Appearance
Chat Interface
The chat interface orchestrates the full conversation flow -assembling context, streaming responses, executing tools, and persisting messages. Understanding this flow helps you see how all of Iris's components work together.
Request Flow
When you send a message, Iris processes it through several stages before streaming a response:
1. Context Recall
The ContextRetriever fetches relevant context using two complementary systems:
- Truths: Stable, core facts about you (pinned Truths always included, others ranked by relevance)
- Memories: Semantic search finds memories related to the current conversation
This happens first because context influences how Iris responds.
2. Context Assembly
Multiple context sources are gathered in parallel:
- Recent conversation history (up to 50 messages)
- Conversation summaries (up to 3 recent summaries)
- Calendar events (next 7 days, if connected)

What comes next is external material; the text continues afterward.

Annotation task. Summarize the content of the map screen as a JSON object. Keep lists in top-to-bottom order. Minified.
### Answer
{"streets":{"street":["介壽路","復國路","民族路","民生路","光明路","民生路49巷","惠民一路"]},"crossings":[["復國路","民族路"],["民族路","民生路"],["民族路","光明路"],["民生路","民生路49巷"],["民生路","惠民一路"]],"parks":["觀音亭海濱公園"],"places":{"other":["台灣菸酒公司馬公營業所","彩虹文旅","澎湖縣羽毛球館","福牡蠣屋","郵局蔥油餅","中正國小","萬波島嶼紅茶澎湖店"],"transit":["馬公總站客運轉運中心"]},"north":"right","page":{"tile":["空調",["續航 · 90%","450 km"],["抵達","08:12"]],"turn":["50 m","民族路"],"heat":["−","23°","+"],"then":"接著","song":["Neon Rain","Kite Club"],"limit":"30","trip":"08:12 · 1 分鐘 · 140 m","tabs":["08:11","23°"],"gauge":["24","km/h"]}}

- The current date and time
3. System Prompt Building
The SystemPromptBuilder assembles a personalized prompt by rendering each registered prompt class in order. The result includes Iris's identity, recalled memories, summaries, calendar context, and temporal information.
4. Process and Stream
The request is queued for asynchronous processing via Prism PHP. Response events stream to your browser via WebSockets in real-time, including text chunks and tool calls. If Iris decides to use a tool, execution happens server-side before continuing the response.
This architecture provides reliable delivery with automatic recovery from connection drops.
5. Persist and Process
After the response completes:
- The conversation is saved to the database
- Token usage is recorded for monitoring
- Background jobs are dispatched (memory extraction, summarization)
Agentic Behavior
Iris operates as an agent, meaning it can use tools and iterate multiple times before providing a final response. The agent.max_steps configuration (default: 30) limits how many iterations can occur.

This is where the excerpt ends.